Go-karting, most simply put, is the least expensive form of motor sports that exists. Go-karting got its start in 1956 in California. It was a huge hit.
It started into the first phase of its life, the fad stage. Everybody had a go-kart (or at least it seemed like it), there was a go-kart track in every little town. Some tracks were no more than a path in a field, others were actually paved. The fad stage lasted through the early 1960s until a combination of cost and disappearance of local tracks and programs reduced the sport to the dedicated few. Why did this happen? There were no sanctioning bodies that cared to control the cost of the racing programs.
Manufacturers of go-karts and engines were as numerous as the early days of the automobile industry. Design was changing rapidly, as were parts and engines. What you raced one week was obsolete the next. Local racetracks were operated as hobbies, and as the fad slowed, the number of tracks diminished quickly. In the middle 1960’s many European built engines found their way into American karting. In the early 70’s kart design evolved to something similar to current day karts with engines mounted on the side rather than the rear. This allowed for better air cooling of engines and positioning of drivers so their knees weren’t in their chins!

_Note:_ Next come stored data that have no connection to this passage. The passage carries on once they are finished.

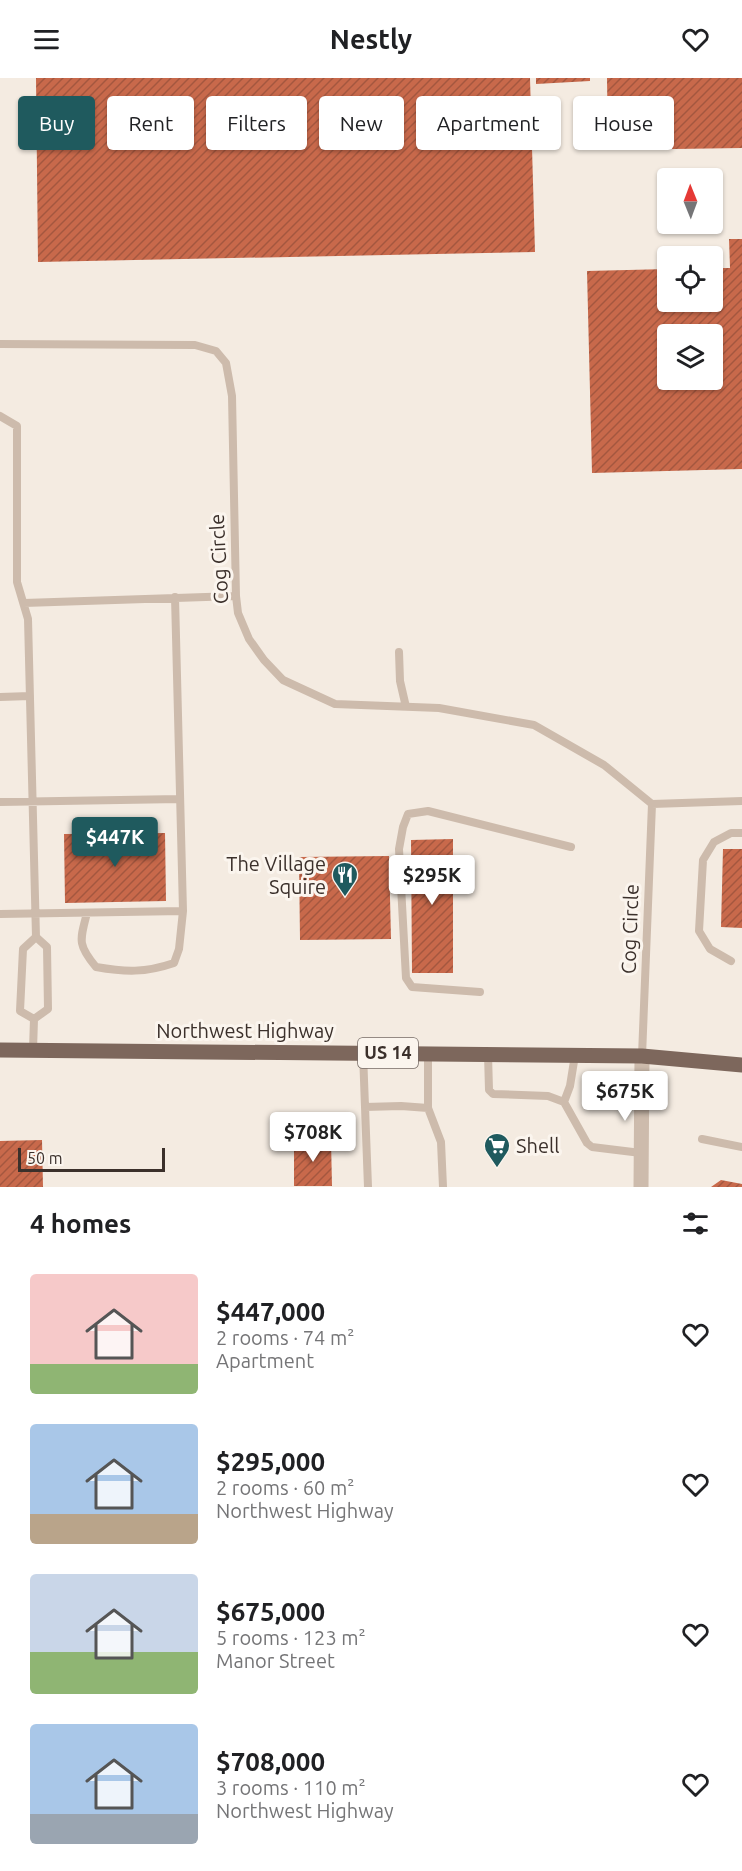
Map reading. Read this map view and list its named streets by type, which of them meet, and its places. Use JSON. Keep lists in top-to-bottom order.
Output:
{
  "streets": {
    "main road": ["Northwest Highway", "US 14"],
    "lane": ["Cog Circle"]
  },
  "crossings": [
    ["Cog Circle", "Northwest Highway"]
  ],
  "places": {
    "restaurant": ["The Village Squire"],
    "supermarket": ["Shell"]
  },
  "scale_bar": "50 m",
  "north": "top",
  "page": {
    "header": "Nestly",
    "chip": [
      "Buy",
      "Rent",
      "Filters",
      "New",
      "Apartment",
      "House"
    ],
    "price": [
      "$447K",
      "$295K",
      "$675K",
      "$708K"
    ],
    "scale": "50 m",
    "heading": "4 homes",
    "list": [
      {
        "name": "$447,000",
        "note": "2 rooms · 74 m² · Apartment"
      },
      {
        "name": "$295,000",
        "note": "2 rooms · 60 m² · Northwest Highway"
      },
      {
        "name": "$675,000",
        "note": "5 rooms · 123 m² · Manor Street"
      },
      {
        "name": "$708,000",
        "note": "3 rooms · 110 m² · Northwest Highway"
      }
    ]
  }
}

In the late 70’s we saw the decline of the dominant American engine supplier, McCulloch (Black & Decker bought the company and phased out kart engines). Briggs & Stratton engines began the long climb to becoming the dominant source of horsepower for American go-karting. We also saw the introduction of the Yamaha karting engine in the late 1970s. In the 1980s, sanctioning bodies started to stabilize with World Karting Association (WKA) east of the Mississippi River and International Kart Federation (IKF) governing west of the Mississippi. Many different forms of go-karting were becoming recognized and formalized. Some different types are, but are not limited to, Oval racing done on dirt, asphalt and indoors in the winter months.
Road Racing is long distance high speed racing conducted on sport car tracks. Sprint racing, (the first form of go-karting that SRR conducts) and Street racing or races conducted during special events on city streets. Go-karts are now being used for driving schools and on a rental basis (One time race events for individuals and/or corporate outings). In the 90’s the impact of big time professional motor sports hit go-karting. After being exposed to motor sports many looked for a level they could participate in, finding it in go-karting.